The quacking voice hurled out these last three words with impressive emphasis. Under cover of them Mr. Rodney, who, from old experience, knew the plan of the room, glided down the two steps from the door, and crawled with infinite precaution among the invisible duchesses in search of a seat. For Mr. Pettingham's lectures were long, and his slides were often slow to appear when summoned with a duck-like "Hey, presto!" Now, as Mr. Rodney crawled, like Jean Valjean in the sewers of Paris, he heard upon every side the slow breathing of almost suffocated society. Here he recognised the familiar snort of the Lady Jane Clinch, famous for her luncheons, there the piping sigh of the old Countess of Sage, who was born on the day of the Battle of Waterloo, and talked of the Crimean War as a recent event. He heard the Baroness Clayfield-Moor shuffling her feet, according to her immemorial custom, and recognised, with a happy thrill of instant knowledge, the stifled cough of Mrs. Brainton Gumm, the Banana Queen, who had taken society by storm two seasons ago, and still kept her footing by paying it with persistent entertainments. A little further forward the familiar sneeze of the Duchess of Southborough broke upon his listening ear, and his bosom heaved with the exultant satisfaction of the hare with many friends. There was, indeed, no atmosphere in which Mr. Rodney felt more thoroughly like a fish in water than the atmosphere of Mr. Pettingham's delightful gatherings. The utter darkness in which they invariably took place lent them a peculiar charm, obliging the acute society man to rely on an unusual sense for the discovery of those known to him. The eye was rendered useless; the guns of vision were, for the moment, spiked. Success and comfort depended upon the senses of hearing and of touch. Never did Mr. Rodney feel more completely the rapture of the sleuth-hound than when he followed the trail of one attractive to him through the dense human jungle of the Unattached Club.

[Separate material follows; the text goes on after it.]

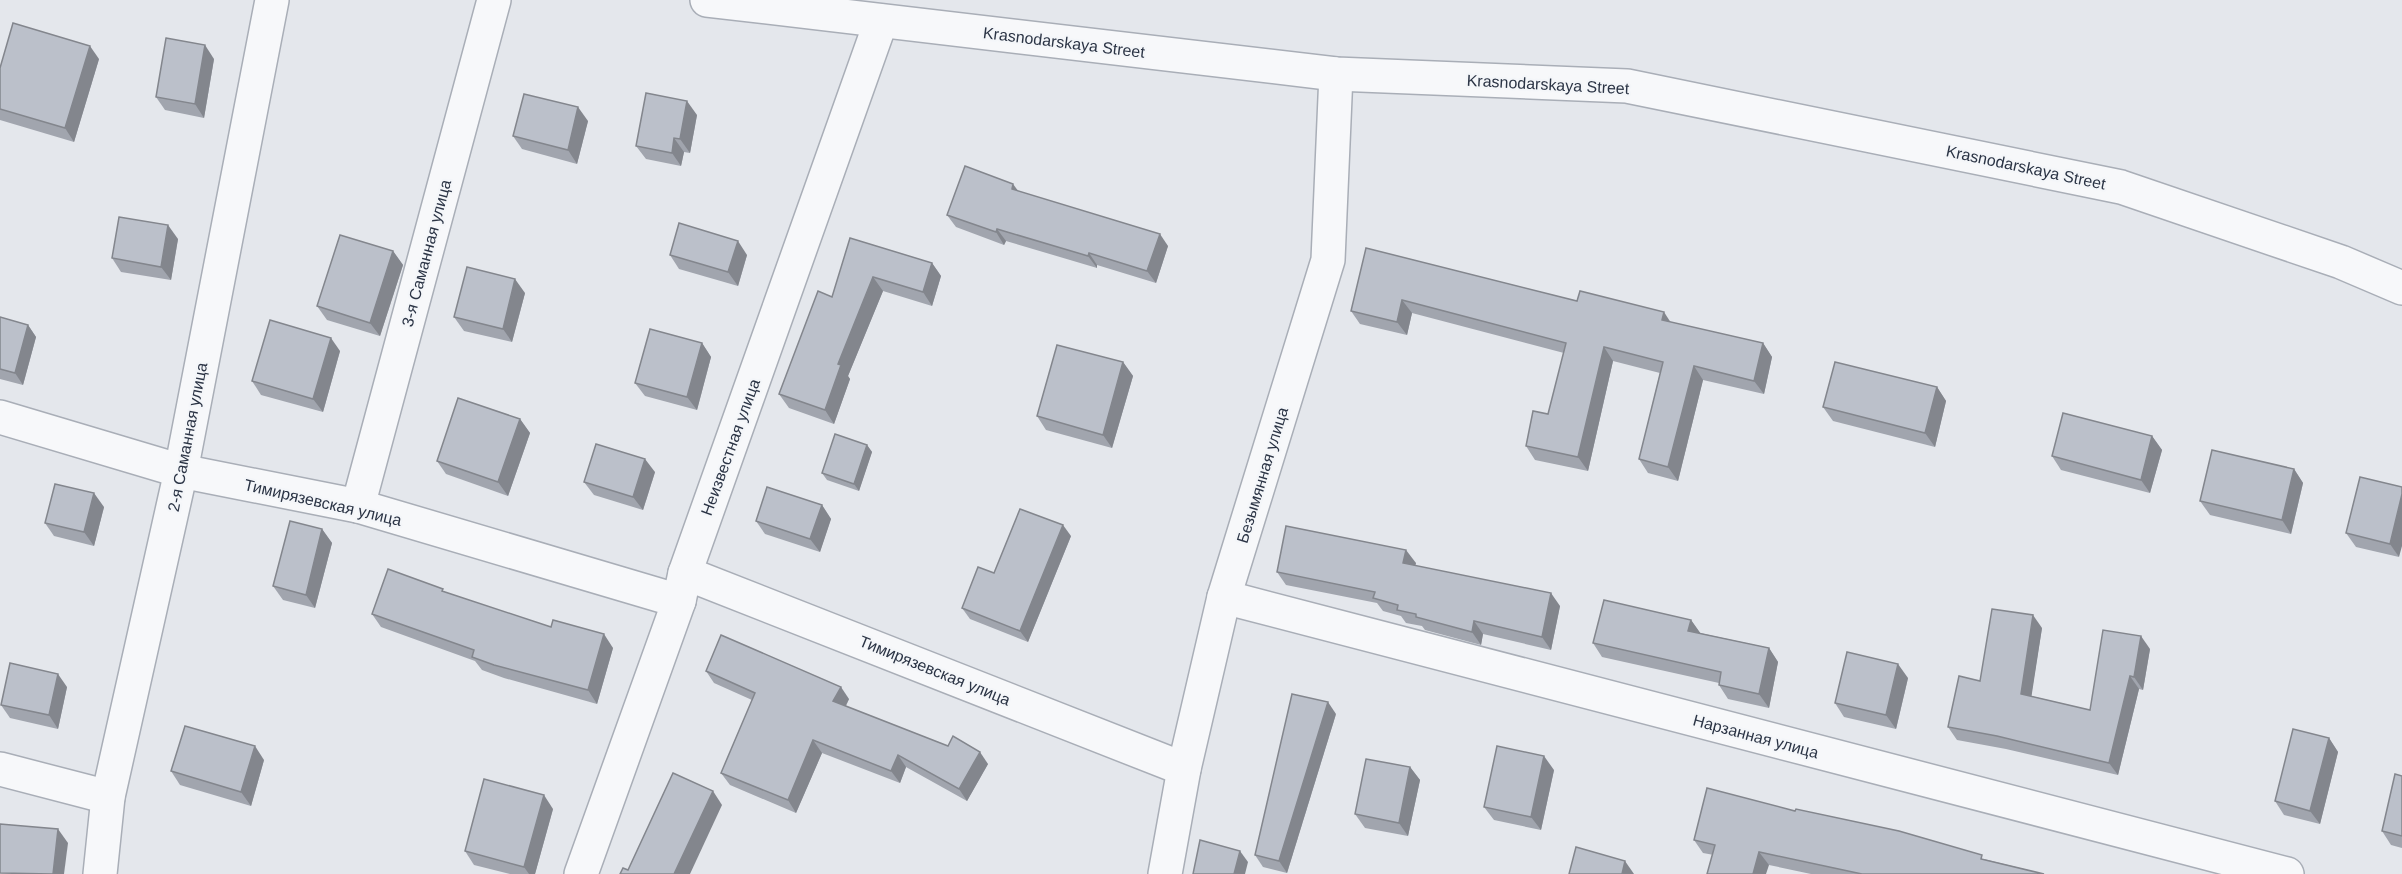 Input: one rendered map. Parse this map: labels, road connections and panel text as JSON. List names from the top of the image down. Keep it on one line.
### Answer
{"streets":{"street":["Krasnodarskaya Street","3-я Саманная улица","2-я Саманная улица","Неизвестная улица","Безымянная улица","Тимирязевская улица","Нарзанная улица"]},"crossings":[["Krasnodarskaya Street","Неизвестная улица"],["Krasnodarskaya Street","Безымянная улица"],["3-я Саманная улица","Тимирязевская улица"],["2-я Саманная улица","Тимирязевская улица"],["Неизвестная улица","Тимирязевская улица"],["Безымянная улица","Тимирязевская улица"],["Безымянная улица","Нарзанная улица"]]}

To-night, however, he was a little bit off-colour, owing to the agony of mind which he had been enduring for the last few days. In consequence, perhaps, of this fact, his feet forgot for an instant their ancient cunning, and when he heard the Duchess of Southborough sneeze a second time in his immediate vicinity he started, and trod heavily upon a neighbouring Marchioness. Of course he knew her. Directly she screamed he discovered an old and valued friend, and poured forth a complete apology into the blackness, an apology which was whisperingly accepted. But this painful misadventure slightly flurried him, and caused him to commit a solecism the memory of which haunted him to the last days of his life. For, after making his peace with the Marchioness, he inadvertently sat down in the Duchess of Southborough's lap, just as Mr. Ingerstall was vehemently hissing into her ears, "The only thing that makes Tangier possible is the fact that there is a French Consulate there. That cursed thing, British influence——" It was at this point that the Duchess suddenly began to struggle feebly, and to catch her breath beneath the unexpected imposition of Mr. Rodney. He got up immediately. Any gentleman would have done so, much more our friend from Mitching Dean. But the Duchess, partly from surprise, since she had not heard anyone approaching her in the darkness, partly from the physical collapse very naturally brought about in an elderly lady who is suddenly called upon to support a weight of some twelve stone or thereabouts, continued to gurgle in a very alarming manner. Mr. Pettingham, who, rod in hand, was in the very act of pointing to a small figure relieved in colours upon the sheet, and saying, "There you will perceive my excellent friend the Prince stepping into the first boat to go ashore," was brought up short in his informing discourse.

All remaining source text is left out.